[[ Material for this task, beginning ]]
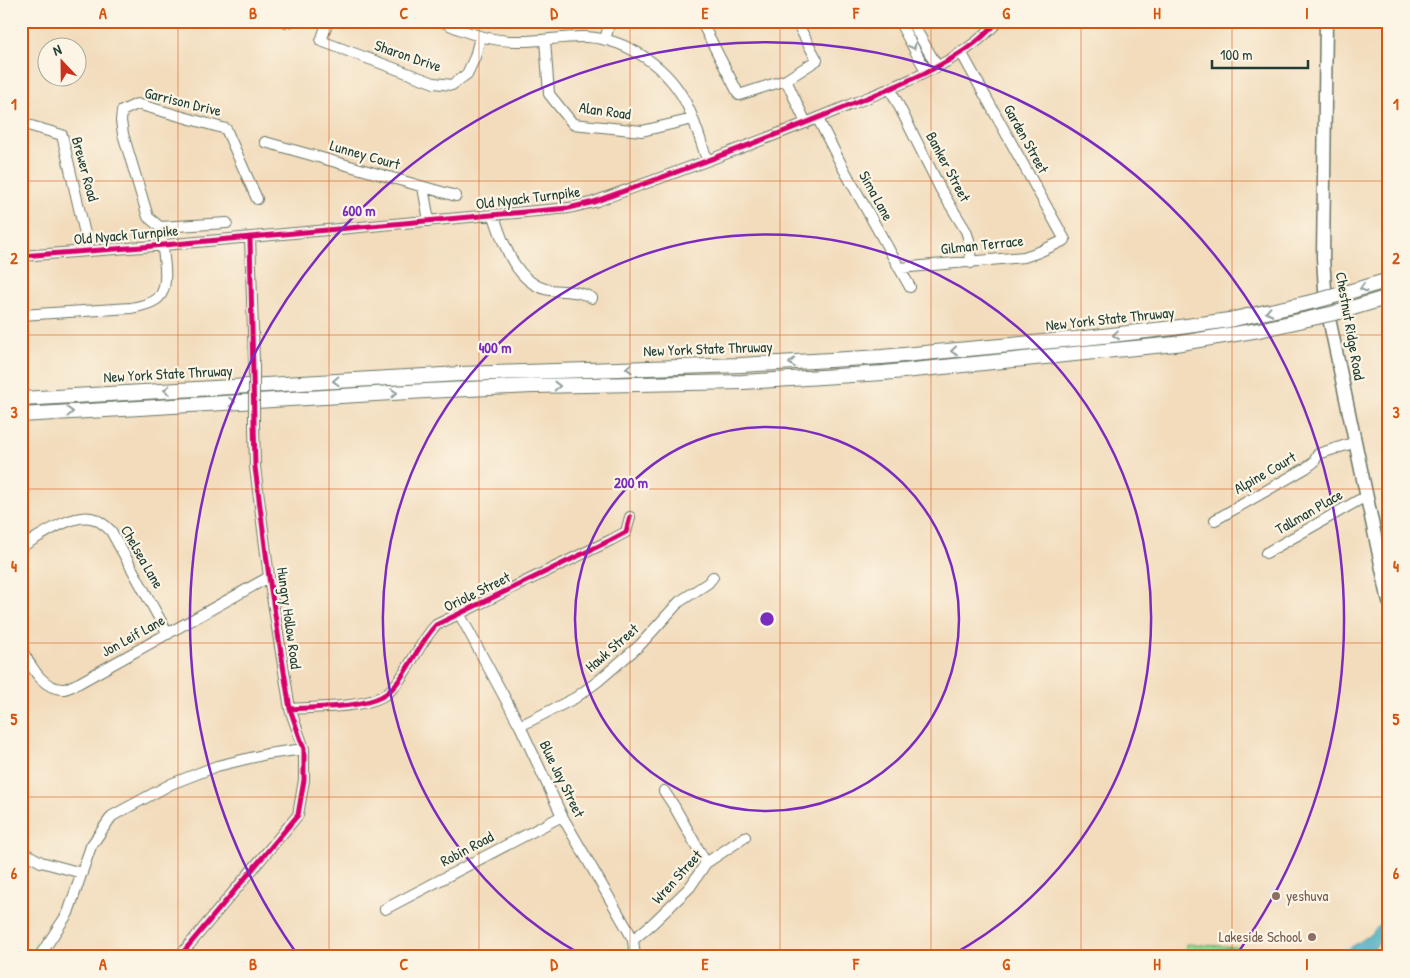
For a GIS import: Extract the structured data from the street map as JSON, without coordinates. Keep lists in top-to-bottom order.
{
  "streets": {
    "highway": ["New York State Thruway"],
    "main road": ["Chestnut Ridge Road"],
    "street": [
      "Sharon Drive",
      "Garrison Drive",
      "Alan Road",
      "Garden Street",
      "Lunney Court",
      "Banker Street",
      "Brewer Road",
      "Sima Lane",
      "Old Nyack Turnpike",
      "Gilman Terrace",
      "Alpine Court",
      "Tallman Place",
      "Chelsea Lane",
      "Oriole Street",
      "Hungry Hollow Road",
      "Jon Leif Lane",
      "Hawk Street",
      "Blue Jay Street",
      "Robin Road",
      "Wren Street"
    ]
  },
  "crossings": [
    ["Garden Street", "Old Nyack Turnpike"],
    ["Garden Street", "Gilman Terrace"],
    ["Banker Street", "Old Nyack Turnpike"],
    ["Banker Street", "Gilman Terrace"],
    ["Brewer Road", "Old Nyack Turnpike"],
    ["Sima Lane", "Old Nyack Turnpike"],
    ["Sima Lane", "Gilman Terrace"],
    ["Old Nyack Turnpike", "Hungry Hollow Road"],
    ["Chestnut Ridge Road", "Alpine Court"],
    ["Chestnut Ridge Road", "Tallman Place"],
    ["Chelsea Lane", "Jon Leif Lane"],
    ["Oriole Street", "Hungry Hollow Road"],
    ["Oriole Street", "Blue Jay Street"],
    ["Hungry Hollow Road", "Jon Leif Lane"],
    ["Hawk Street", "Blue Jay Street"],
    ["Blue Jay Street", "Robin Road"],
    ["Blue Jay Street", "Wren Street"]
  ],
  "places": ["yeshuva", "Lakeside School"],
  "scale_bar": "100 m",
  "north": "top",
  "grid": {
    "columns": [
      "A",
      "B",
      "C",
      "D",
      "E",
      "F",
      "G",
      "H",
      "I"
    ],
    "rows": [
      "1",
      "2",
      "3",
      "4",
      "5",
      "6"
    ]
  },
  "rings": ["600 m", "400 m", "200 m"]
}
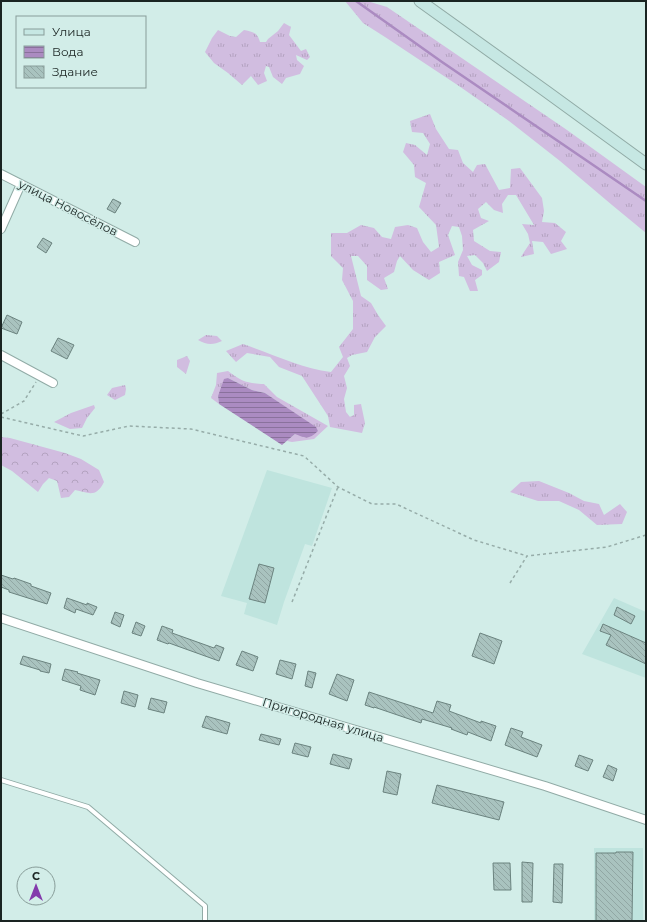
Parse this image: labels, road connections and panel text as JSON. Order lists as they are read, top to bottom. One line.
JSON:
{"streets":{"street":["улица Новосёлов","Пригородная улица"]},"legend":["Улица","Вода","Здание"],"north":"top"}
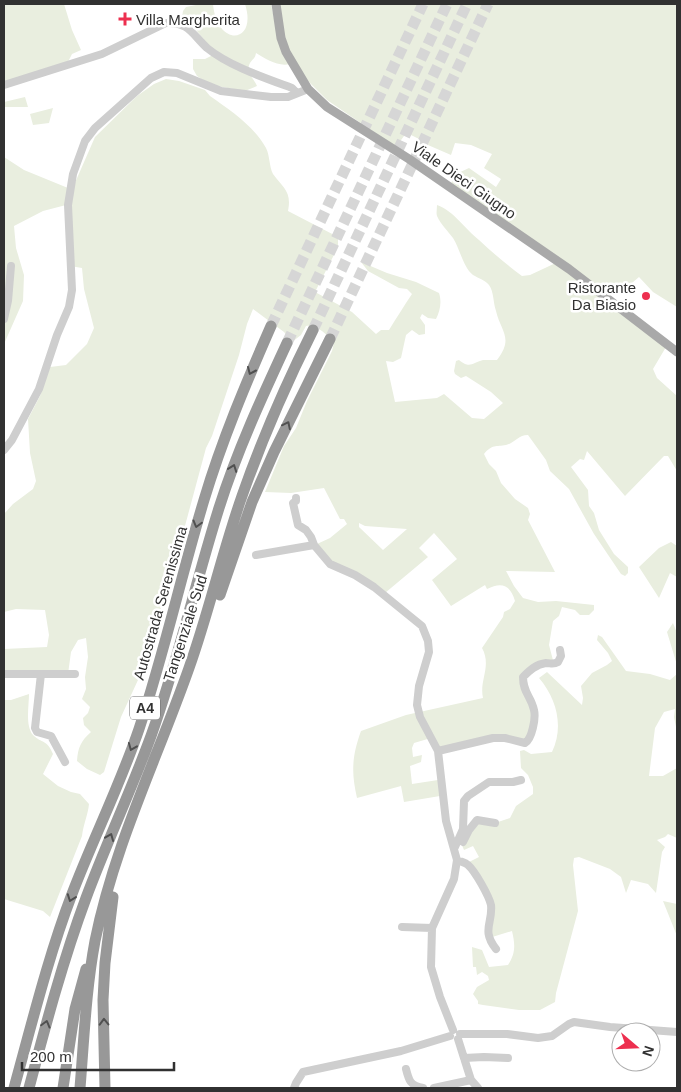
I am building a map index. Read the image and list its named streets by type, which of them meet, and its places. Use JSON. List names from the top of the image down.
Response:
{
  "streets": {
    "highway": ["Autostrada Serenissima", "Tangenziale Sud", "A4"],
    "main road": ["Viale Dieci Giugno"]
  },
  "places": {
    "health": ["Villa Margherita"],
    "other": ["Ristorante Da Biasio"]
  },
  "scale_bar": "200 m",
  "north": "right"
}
[[ Material for this task, end ]]
[[ Material for this task, beginning ]]
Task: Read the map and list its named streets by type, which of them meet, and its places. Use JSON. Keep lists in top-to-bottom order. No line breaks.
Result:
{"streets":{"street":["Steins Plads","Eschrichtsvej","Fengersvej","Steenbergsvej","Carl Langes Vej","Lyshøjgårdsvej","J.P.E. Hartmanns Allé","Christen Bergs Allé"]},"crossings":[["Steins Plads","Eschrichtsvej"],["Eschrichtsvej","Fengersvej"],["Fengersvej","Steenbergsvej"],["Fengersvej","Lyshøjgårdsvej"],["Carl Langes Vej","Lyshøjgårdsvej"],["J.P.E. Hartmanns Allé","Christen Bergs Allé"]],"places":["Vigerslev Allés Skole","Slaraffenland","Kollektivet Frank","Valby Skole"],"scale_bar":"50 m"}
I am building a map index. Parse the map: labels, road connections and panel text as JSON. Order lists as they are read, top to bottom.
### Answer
[[ Material for this task, end ]]
» **Goal of the exercise**:
The string "they" appears on some lines of the data above; report how many such lines there are, as a bare number.

» **Exercise response**:
2